True sleazehounds and grindhouse nuts can appreciate the marvels of a film’s budget that equals the price of a used AMC Gremlin. So, if you’re looking to sidestep the high profile 70s remakes from Follywood, and want to find some cheap, sleazy cinematic mayhem, then you need to check out this Argentinean gem, done on a reportedly $5k budget.
In a quaint little house out in the Argentina countryside, a group of young chicas prance around in their bikinis, preparing for a birthday party for an expected guest. All is hunky dory, with lots of sunshine and low angle shots of the cute little tushies, gloriously and barely contained. Yeah! I know – how cool It gets better when the chicas breakout in a full on dance sequence, bouncing and line dancing to some fresh mix on the CD player. All is just merry and bright, and you start glancing around for the nearest box of tissues. That is until one of the girls gets like really annoyed with the skipping CD and doesn’t want to participate in the house-sanctioned antics, anymore. Before you can say “wipe the disc in a circular motion!” a 300 pound, Chullo cap wearing monster of a man, barrels down on the hapless chick, tossing a sledge hammer to the side of her head. And before the blood can seep from the girl’s opened head, the brute stomps back to his shack out back. What the flipflop!!

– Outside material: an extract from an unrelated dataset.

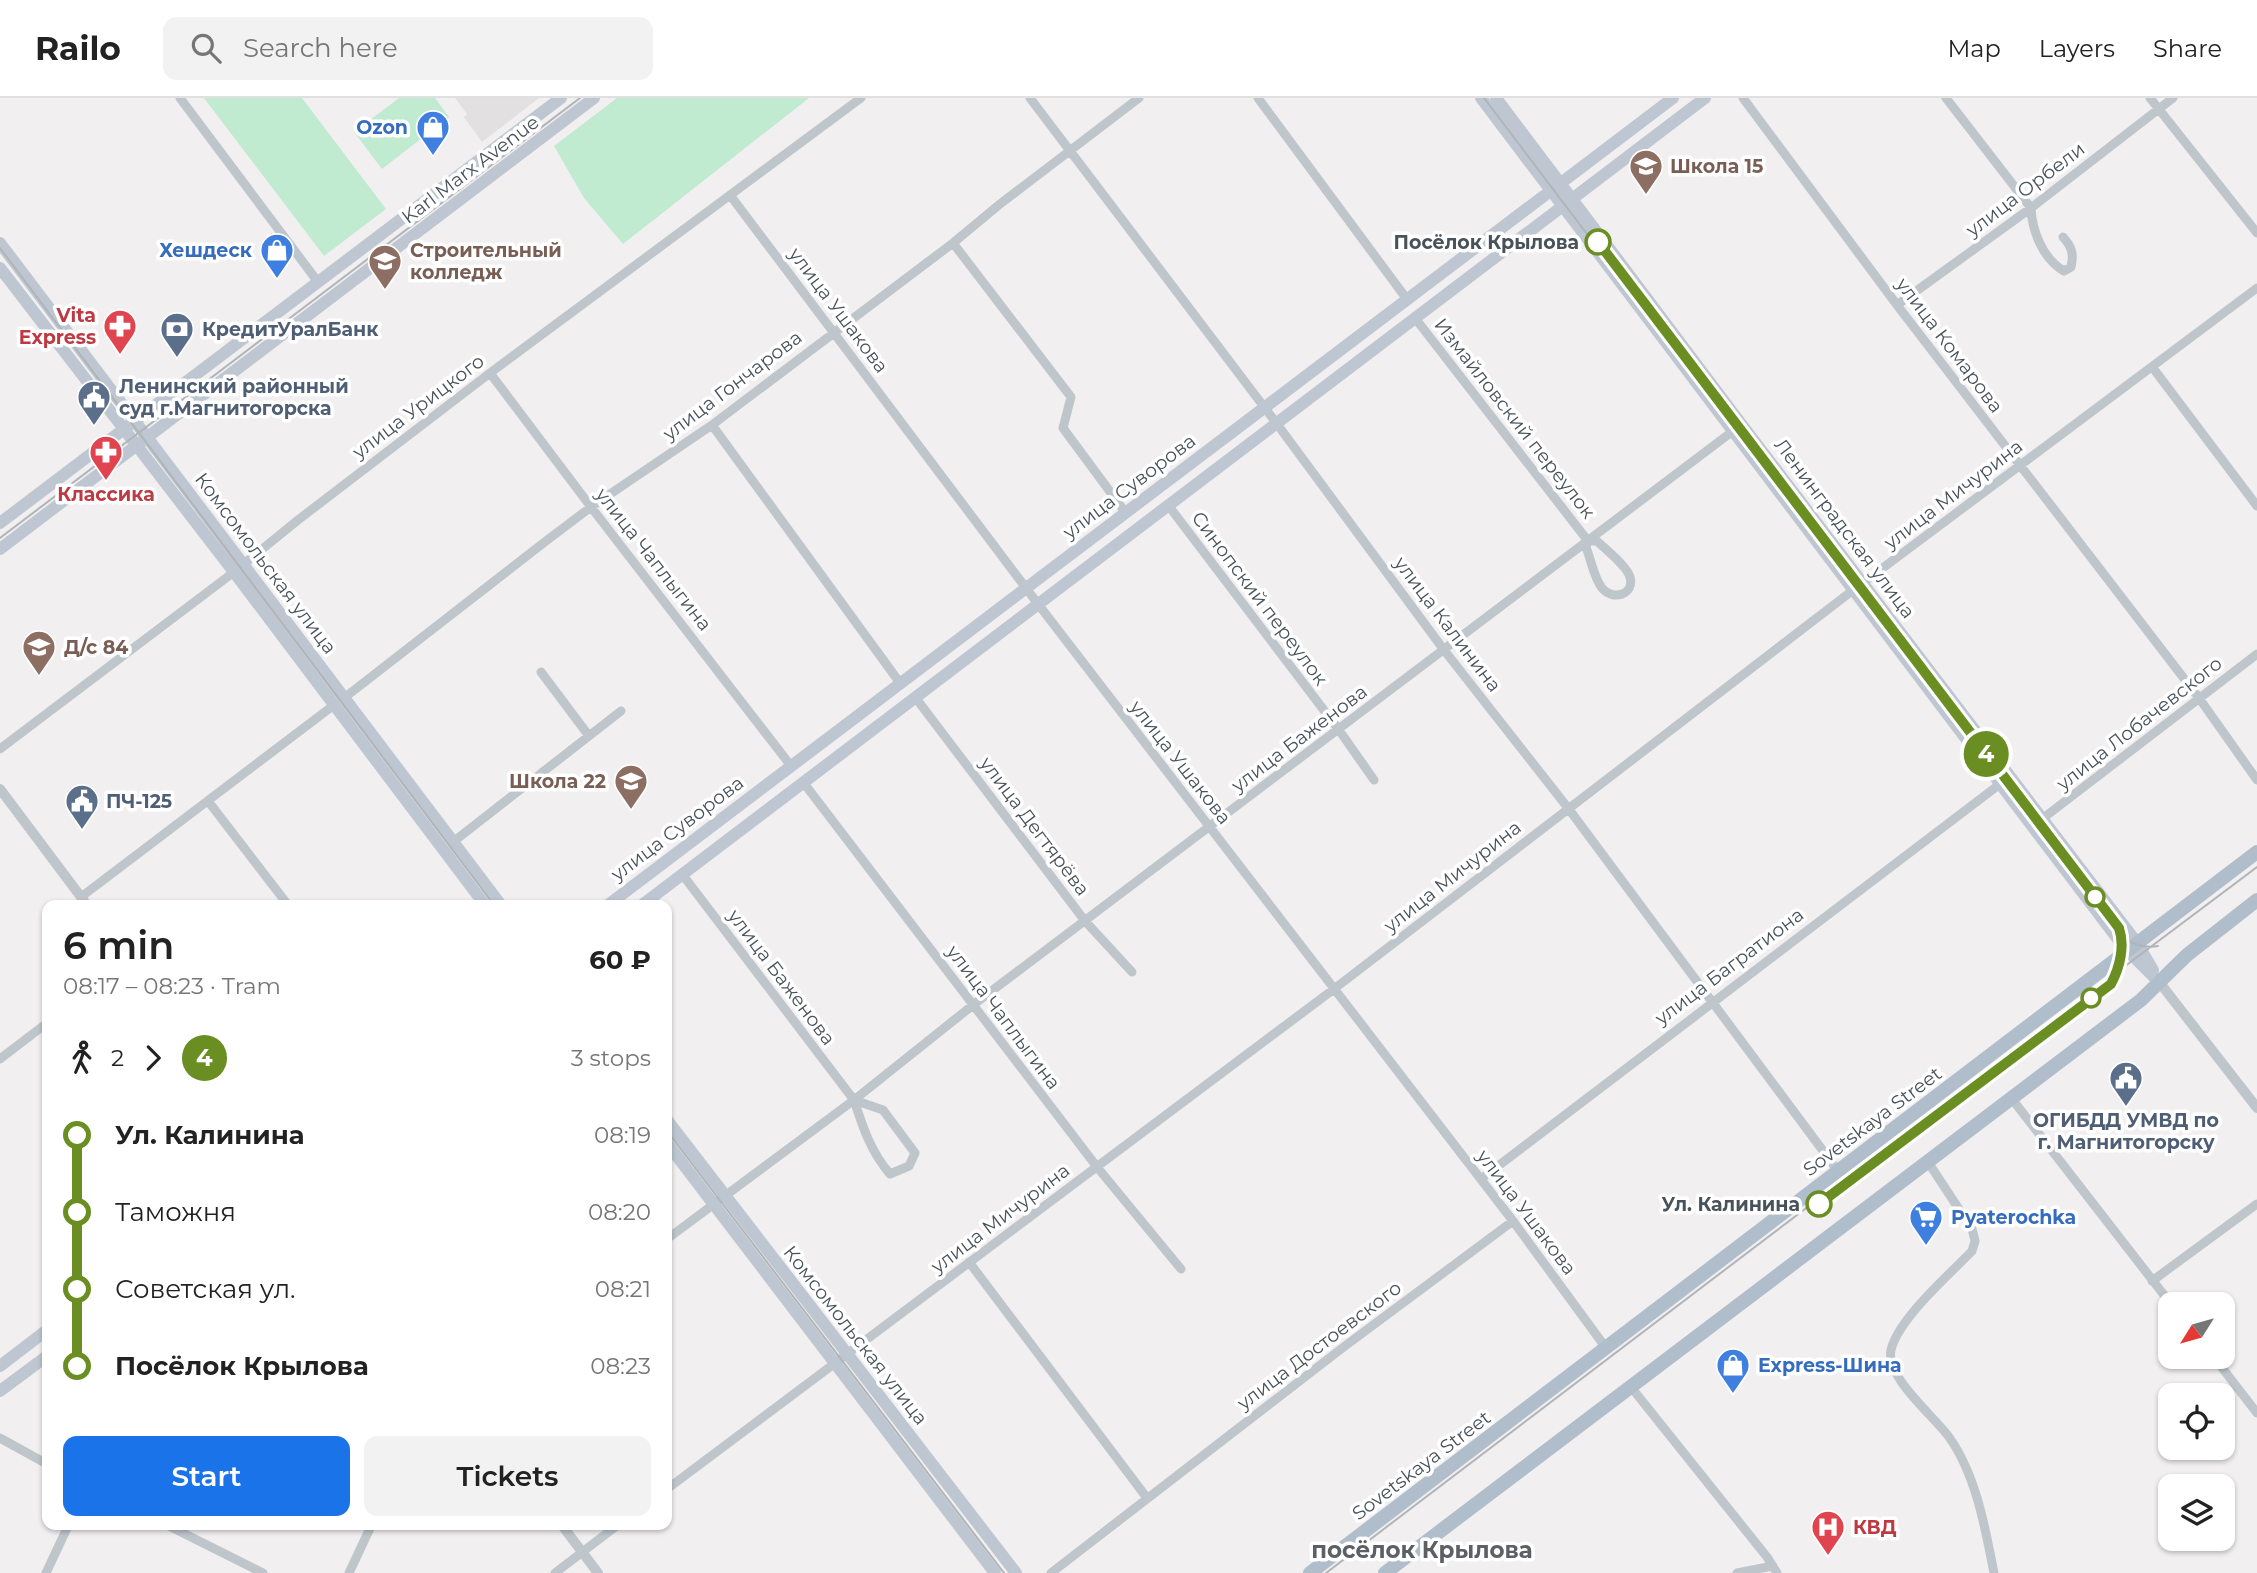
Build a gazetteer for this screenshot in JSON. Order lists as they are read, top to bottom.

What we find out, as a result of this, um… reprimanding, is that the girls of the house are required to adhere to some simple, yet odd and stringent, house rules: silenceo! (do NOT speak about what goes on in the house), obediencia! (obedience), and felicidad! (have fun – no matter what!). If they can manage to obey these rules, well, then you won’t get pummeled about the chest, neck and head area.
On the surface, 36 Pasos could be yet another minor version of Agatha Christie’s well-worn tale of Ten Little Indians – except done in bikinis. And what’s not to like about that, if’n you’re a guy? But, like many of the genre’s classics, there’s a little bit more under the surface, there for those of us in the audience who like to dig through to find the underlying blood-soaked socialogical message. Like many of his grindhouse kin, director Adrián García Bogliano depicts the worst kind of mistreatment of women. But, he does it with a clever wink. The characters in the film may be misogynists, but much like Asian nasty Takashi Miike does, Bogliano plays that tender line between titillation and appreciation smartly. He’s certainly a horndog, but that doesn’t give automatic membership to the men’s woman-hatin’ club.
36 Pasos is a clever throwback to the sexploitation flicks of the 60s and 70s, only with a smart and witty bite to it.